On Kol Nidre, our rather brilliant rabbi asked: "Why do so many of our young people feel disenfranchised from Israel and what can we do about it?"
Five years ago, a poll in the United States revealed that more than 40 per cent of non-Orthodox Jews under the age of 35 felt little or no allegiance to the Jewish state. Since then, that number has grown exponentially.
I was brought up in a household where the need for the state of Israel was a given. My Aunty Joy made aliyah and married an artist who was an Auschwitz survivor. In 1948, the two of them helped found one of the country's early kibbutzim. The struggles that followed were part of our family folklore. This tiny country, voted into existence by a marginal UN ballot, (ostensibly through global guilt at complicity in the Holocaust), faced destruction from day one.
The surrounding countries were hostile and warmongering. The European arrivals swapped pen and paintbrush for hoe and shovel to toil the arid land but soon found themselves holding guns and grenades to defend themselves. The War of Independence, Six-Day War, Yom Kippur War. "The struggle for survival." This was what my peer group grew up with from family and Jewish youth movements. Need and respect for the Jewish homeland without too many questions asked about the Palestinians or a peace plan. Israel was our miracle country, defending us from persecution, and we showed outward familial allegiance at all times, no matter what misgivings we might have harboured.

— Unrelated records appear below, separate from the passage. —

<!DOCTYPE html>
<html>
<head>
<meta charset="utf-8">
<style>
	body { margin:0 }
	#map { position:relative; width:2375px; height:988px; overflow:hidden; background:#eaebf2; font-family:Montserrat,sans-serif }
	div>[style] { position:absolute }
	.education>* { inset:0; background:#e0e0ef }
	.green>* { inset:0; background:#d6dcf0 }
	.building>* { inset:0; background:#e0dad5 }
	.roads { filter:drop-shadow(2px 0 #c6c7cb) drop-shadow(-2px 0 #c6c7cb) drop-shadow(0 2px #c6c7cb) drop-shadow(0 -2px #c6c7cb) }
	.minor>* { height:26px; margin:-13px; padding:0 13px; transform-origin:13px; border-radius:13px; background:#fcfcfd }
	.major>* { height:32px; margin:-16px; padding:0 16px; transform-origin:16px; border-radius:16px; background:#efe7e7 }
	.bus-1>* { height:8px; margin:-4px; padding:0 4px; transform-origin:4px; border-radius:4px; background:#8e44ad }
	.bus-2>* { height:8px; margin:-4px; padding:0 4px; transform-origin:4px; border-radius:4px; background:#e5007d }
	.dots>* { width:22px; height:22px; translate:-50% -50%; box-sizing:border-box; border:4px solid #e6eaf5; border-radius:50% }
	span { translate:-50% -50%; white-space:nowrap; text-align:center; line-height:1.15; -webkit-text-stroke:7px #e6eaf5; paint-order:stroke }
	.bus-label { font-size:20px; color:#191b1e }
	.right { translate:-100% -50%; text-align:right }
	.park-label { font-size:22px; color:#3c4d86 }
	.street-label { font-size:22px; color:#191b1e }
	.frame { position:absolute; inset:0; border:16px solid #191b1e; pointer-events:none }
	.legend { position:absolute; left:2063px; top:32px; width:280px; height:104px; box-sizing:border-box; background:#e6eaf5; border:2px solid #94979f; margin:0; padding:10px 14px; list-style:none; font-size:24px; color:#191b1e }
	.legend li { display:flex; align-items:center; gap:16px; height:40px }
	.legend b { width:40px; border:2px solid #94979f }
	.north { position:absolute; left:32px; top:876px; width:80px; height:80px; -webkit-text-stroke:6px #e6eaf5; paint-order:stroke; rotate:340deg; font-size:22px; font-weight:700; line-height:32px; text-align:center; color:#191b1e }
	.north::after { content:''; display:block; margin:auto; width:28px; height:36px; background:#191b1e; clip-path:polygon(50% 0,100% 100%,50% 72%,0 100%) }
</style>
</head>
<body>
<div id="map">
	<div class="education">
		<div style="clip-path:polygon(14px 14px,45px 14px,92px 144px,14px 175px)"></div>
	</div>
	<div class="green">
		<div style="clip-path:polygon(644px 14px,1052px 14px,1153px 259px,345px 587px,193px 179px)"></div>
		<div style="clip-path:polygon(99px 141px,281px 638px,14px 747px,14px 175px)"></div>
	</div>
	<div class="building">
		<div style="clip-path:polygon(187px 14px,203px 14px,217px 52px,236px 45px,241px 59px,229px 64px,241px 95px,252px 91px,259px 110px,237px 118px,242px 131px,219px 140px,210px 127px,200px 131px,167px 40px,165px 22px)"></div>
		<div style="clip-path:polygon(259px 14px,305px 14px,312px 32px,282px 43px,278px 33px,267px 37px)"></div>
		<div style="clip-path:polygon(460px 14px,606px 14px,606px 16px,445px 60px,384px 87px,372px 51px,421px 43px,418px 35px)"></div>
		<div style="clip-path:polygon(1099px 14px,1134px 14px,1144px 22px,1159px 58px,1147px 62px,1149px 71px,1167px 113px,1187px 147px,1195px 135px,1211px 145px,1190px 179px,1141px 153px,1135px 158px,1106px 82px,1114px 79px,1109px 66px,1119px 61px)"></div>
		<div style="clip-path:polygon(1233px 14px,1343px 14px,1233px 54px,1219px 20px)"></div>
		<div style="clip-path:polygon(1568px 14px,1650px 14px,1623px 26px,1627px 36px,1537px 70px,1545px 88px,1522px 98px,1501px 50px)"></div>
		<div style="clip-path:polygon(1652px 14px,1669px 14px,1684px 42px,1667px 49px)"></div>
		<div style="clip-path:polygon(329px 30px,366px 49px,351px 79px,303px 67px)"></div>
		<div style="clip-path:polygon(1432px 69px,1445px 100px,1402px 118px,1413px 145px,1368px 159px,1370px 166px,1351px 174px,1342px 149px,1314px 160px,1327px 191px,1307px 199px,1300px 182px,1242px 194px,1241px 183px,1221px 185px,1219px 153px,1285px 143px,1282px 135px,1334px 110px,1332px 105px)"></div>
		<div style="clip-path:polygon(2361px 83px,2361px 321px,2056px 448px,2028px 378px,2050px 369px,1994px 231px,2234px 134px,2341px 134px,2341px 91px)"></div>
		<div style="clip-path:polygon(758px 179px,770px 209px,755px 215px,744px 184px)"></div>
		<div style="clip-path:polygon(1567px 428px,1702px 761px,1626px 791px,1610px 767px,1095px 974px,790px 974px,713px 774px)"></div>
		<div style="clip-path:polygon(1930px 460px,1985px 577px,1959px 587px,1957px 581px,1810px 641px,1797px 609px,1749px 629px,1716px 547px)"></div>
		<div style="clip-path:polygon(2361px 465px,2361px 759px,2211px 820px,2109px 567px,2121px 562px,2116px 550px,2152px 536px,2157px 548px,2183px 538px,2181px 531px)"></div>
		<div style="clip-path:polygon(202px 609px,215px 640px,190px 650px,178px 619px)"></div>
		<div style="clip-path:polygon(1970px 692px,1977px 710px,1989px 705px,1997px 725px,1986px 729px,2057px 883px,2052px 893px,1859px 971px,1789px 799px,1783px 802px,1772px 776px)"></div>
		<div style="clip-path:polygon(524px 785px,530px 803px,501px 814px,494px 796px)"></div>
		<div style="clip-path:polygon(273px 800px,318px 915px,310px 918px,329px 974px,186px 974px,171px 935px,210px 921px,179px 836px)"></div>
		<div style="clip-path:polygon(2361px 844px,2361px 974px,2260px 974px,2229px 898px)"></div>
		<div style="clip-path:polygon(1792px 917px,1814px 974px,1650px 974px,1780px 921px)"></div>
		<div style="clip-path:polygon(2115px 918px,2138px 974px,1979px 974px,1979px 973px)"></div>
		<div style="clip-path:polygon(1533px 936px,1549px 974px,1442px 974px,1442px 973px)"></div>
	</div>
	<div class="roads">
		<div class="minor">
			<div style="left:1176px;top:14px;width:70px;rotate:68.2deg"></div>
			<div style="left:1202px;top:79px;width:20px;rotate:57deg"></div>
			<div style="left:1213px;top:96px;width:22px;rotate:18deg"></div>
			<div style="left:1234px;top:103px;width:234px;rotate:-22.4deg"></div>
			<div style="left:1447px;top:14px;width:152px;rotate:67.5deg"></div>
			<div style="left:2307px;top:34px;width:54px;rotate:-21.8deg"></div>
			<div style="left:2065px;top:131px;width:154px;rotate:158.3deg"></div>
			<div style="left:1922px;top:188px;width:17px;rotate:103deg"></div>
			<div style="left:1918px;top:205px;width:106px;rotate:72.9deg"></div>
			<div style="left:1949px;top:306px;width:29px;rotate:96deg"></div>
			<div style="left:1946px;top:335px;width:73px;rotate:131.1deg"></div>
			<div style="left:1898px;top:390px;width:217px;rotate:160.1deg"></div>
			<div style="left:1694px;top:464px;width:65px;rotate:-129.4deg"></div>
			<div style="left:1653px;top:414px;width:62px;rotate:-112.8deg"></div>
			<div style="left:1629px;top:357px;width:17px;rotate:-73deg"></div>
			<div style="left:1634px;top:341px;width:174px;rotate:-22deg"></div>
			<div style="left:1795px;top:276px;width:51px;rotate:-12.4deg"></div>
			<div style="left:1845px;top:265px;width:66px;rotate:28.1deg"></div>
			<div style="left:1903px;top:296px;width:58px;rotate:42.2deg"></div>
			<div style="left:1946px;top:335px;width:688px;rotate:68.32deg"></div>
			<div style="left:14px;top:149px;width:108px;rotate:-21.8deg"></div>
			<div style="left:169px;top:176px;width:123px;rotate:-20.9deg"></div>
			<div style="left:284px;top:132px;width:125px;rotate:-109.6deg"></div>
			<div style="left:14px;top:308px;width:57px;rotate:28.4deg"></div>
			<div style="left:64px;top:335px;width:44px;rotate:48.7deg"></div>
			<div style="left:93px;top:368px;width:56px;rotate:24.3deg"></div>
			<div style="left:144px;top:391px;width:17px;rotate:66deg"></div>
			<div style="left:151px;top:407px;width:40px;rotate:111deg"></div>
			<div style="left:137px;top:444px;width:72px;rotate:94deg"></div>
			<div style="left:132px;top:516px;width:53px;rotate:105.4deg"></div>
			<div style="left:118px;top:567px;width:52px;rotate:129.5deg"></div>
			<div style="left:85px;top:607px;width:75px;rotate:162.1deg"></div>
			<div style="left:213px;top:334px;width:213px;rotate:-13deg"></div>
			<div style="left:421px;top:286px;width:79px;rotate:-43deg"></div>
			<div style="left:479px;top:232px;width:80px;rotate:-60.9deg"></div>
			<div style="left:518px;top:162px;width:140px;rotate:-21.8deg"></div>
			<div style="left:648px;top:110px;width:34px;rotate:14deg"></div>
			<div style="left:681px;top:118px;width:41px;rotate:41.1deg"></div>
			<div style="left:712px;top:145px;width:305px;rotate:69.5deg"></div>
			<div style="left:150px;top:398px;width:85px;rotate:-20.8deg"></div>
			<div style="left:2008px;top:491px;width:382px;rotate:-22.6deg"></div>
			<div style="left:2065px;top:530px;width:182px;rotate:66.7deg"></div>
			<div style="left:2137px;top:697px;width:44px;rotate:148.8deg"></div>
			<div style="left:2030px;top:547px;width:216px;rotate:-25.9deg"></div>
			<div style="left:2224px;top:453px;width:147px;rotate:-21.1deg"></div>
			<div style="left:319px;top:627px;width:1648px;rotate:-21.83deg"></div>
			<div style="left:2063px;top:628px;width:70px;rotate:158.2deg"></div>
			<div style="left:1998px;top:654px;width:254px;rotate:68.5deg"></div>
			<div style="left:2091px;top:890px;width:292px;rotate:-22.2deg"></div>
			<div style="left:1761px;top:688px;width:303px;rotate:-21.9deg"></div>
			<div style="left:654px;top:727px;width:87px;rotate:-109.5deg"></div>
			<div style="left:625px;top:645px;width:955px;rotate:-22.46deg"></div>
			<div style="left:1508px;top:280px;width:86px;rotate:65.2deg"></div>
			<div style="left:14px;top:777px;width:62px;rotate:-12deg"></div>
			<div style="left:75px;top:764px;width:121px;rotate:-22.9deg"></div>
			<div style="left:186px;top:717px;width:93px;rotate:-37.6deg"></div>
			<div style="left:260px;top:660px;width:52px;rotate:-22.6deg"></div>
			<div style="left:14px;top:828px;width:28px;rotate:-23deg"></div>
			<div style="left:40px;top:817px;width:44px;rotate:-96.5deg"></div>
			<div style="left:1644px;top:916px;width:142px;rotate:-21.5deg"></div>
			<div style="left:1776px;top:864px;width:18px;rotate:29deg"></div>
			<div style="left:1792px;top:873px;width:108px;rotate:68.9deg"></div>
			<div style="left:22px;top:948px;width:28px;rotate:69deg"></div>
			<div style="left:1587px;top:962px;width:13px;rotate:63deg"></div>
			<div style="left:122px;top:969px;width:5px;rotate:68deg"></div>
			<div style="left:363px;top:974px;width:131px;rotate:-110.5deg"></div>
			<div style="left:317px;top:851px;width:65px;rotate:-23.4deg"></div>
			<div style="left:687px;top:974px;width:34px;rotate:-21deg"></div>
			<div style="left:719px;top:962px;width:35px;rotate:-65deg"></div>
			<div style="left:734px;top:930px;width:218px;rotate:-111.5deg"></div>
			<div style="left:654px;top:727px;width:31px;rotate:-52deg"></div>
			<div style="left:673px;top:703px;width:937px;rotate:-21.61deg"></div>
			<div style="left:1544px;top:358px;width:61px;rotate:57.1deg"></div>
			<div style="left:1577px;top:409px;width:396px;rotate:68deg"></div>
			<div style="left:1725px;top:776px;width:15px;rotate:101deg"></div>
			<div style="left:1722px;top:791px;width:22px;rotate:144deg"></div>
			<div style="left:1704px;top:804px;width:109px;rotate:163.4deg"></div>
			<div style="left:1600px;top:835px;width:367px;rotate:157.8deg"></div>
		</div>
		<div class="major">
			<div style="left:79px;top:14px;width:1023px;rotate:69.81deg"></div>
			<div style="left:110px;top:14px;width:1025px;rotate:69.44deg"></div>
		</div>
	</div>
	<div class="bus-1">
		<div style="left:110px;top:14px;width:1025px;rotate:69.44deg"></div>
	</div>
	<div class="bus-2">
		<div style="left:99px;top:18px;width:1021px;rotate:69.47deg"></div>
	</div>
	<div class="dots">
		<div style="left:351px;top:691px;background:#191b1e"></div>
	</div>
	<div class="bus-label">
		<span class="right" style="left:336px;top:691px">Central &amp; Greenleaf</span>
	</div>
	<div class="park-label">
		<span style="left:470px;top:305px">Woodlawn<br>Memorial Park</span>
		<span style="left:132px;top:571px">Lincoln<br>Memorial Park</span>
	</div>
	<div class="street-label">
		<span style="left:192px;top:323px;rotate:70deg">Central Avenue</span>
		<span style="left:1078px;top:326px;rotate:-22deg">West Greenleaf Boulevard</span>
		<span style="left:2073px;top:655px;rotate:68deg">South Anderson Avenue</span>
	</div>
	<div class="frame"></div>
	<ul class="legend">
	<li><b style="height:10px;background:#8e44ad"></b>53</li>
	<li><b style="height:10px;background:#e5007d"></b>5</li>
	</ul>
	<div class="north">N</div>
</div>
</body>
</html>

Many of the generation below mine resolutely refuse to identify as Zionists, having been bombarded with negative press for years. Zionist flag-waving doesn't hold the power it once did.
The small David taking on the might of the Arab Goliath is ancient history to them. They see an aggressive global power, not a desert blooming. And many young Jews feel nothing either way for the Land of Milk and Honey.
We need to re-engage them. They may not always like Israel's politics but we need to tell them new stories to instil pride in their youthful breasts. A Jewish kid may not be easily able to by a Jaffa orange in the supermarket now, but chances are the app he downloaded on his smartphone came from Israel, the TV programme his sister religiously Sky Pluses originated there and the electric car his parents want was developed by Israelis. There are more hi-tech start-ups per head in Israel than anywhere else. There are the medical breakthroughs and the music, and the art and architecture. This is the modern, pioneering Israel that can grab a generation of go-getters.
There are certainly questions that should be asked. Israel is far from perfect. But the younger generation can be critical and still engage with Israel's non-political side. It it is the country where anything can happen, if you have the sense of adventure and some guts. And, please God, one day, with enough goodwill spread over both sides of the divide, even peace will be harvested in that glorious desert.